→ Data records:
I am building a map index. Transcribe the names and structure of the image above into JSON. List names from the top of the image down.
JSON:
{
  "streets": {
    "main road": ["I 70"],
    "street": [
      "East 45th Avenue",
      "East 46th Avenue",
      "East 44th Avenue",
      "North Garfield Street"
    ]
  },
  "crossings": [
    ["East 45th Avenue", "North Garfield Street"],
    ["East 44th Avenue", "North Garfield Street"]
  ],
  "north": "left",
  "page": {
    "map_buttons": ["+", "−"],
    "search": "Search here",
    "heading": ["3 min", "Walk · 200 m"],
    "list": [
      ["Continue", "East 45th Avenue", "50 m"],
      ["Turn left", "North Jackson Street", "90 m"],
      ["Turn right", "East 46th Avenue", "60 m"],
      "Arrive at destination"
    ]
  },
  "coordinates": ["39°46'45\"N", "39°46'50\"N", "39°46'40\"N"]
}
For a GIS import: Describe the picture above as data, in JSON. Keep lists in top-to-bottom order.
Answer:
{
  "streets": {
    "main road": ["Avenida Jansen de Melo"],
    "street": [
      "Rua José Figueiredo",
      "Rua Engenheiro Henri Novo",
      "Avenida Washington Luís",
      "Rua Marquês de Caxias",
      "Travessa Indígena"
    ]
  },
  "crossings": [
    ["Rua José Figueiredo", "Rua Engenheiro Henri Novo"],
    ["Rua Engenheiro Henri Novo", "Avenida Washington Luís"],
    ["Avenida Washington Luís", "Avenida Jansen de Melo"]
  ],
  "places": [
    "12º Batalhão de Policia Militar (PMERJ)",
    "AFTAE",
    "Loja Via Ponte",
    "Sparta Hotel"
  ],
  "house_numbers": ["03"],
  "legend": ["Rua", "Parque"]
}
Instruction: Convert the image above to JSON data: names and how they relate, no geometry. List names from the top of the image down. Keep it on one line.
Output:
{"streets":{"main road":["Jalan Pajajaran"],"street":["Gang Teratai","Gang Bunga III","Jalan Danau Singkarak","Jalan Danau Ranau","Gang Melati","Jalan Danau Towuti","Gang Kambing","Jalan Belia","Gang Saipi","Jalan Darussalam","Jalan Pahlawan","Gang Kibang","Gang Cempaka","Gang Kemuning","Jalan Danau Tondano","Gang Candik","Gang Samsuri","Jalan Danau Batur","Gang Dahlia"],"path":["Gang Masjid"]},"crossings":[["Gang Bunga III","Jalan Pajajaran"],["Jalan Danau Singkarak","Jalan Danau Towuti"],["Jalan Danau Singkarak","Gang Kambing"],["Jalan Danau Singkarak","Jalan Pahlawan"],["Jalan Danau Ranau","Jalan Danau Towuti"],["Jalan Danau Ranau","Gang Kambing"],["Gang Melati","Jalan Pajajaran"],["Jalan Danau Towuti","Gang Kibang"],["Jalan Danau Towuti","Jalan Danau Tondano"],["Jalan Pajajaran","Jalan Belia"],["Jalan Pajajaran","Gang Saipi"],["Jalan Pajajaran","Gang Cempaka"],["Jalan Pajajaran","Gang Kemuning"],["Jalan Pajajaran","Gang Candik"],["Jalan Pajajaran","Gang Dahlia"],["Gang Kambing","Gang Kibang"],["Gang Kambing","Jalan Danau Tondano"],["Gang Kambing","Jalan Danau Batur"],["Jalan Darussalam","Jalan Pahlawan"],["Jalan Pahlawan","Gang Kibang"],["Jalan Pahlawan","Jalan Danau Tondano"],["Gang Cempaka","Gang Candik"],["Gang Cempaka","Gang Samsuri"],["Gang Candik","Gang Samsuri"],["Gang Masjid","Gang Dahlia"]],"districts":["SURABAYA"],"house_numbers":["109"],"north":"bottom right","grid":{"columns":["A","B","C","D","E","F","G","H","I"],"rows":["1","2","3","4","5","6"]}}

→ What the task requires: Give the listing above again in full, with no word altered.

→ Worked solution:
I am building a map index. Transcribe the names and structure of the image above into JSON. List names from the top of the image down.
JSON:
{
  "streets": {
    "main road": ["I 70"],
    "street": [
      "East 45th Avenue",
      "East 46th Avenue",
      "East 44th Avenue",
      "North Garfield Street"
    ]
  },
  "crossings": [
    ["East 45th Avenue", "North Garfield Street"],
    ["East 44th Avenue", "North Garfield Street"]
  ],
  "north": "left",
  "page": {
    "map_buttons": ["+", "−"],
    "search": "Search here",
    "heading": ["3 min", "Walk · 200 m"],
    "list": [
      ["Continue", "East 45th Avenue", "50 m"],
      ["Turn left", "North Jackson Street", "90 m"],
      ["Turn right", "East 46th Avenue", "60 m"],
      "Arrive at destination"
    ]
  },
  "coordinates": ["39°46'45\"N", "39°46'50\"N", "39°46'40\"N"]
}
For a GIS import: Describe the picture above as data, in JSON. Keep lists in top-to-bottom order.
Answer:
{
  "streets": {
    "main road": ["Avenida Jansen de Melo"],
    "street": [
      "Rua José Figueiredo",
      "Rua Engenheiro Henri Novo",
      "Avenida Washington Luís",
      "Rua Marquês de Caxias",
      "Travessa Indígena"
    ]
  },
  "crossings": [
    ["Rua José Figueiredo", "Rua Engenheiro Henri Novo"],
    ["Rua Engenheiro Henri Novo", "Avenida Washington Luís"],
    ["Avenida Washington Luís", "Avenida Jansen de Melo"]
  ],
  "places": [
    "12º Batalhão de Policia Militar (PMERJ)",
    "AFTAE",
    "Loja Via Ponte",
    "Sparta Hotel"
  ],
  "house_numbers": ["03"],
  "legend": ["Rua", "Parque"]
}
Instruction: Convert the image above to JSON data: names and how they relate, no geometry. List names from the top of the image down. Keep it on one line.
Output:
{"streets":{"main road":["Jalan Pajajaran"],"street":["Gang Teratai","Gang Bunga III","Jalan Danau Singkarak","Jalan Danau Ranau","Gang Melati","Jalan Danau Towuti","Gang Kambing","Jalan Belia","Gang Saipi","Jalan Darussalam","Jalan Pahlawan","Gang Kibang","Gang Cempaka","Gang Kemuning","Jalan Danau Tondano","Gang Candik","Gang Samsuri","Jalan Danau Batur","Gang Dahlia"],"path":["Gang Masjid"]},"crossings":[["Gang Bunga III","Jalan Pajajaran"],["Jalan Danau Singkarak","Jalan Danau Towuti"],["Jalan Danau Singkarak","Gang Kambing"],["Jalan Danau Singkarak","Jalan Pahlawan"],["Jalan Danau Ranau","Jalan Danau Towuti"],["Jalan Danau Ranau","Gang Kambing"],["Gang Melati","Jalan Pajajaran"],["Jalan Danau Towuti","Gang Kibang"],["Jalan Danau Towuti","Jalan Danau Tondano"],["Jalan Pajajaran","Jalan Belia"],["Jalan Pajajaran","Gang Saipi"],["Jalan Pajajaran","Gang Cempaka"],["Jalan Pajajaran","Gang Kemuning"],["Jalan Pajajaran","Gang Candik"],["Jalan Pajajaran","Gang Dahlia"],["Gang Kambing","Gang Kibang"],["Gang Kambing","Jalan Danau Tondano"],["Gang Kambing","Jalan Danau Batur"],["Jalan Darussalam","Jalan Pahlawan"],["Jalan Pahlawan","Gang Kibang"],["Jalan Pahlawan","Jalan Danau Tondano"],["Gang Cempaka","Gang Candik"],["Gang Cempaka","Gang Samsuri"],["Gang Candik","Gang Samsuri"],["Gang Masjid","Gang Dahlia"]],"districts":["SURABAYA"],"house_numbers":["109"],"north":"bottom right","grid":{"columns":["A","B","C","D","E","F","G","H","I"],"rows":["1","2","3","4","5","6"]}}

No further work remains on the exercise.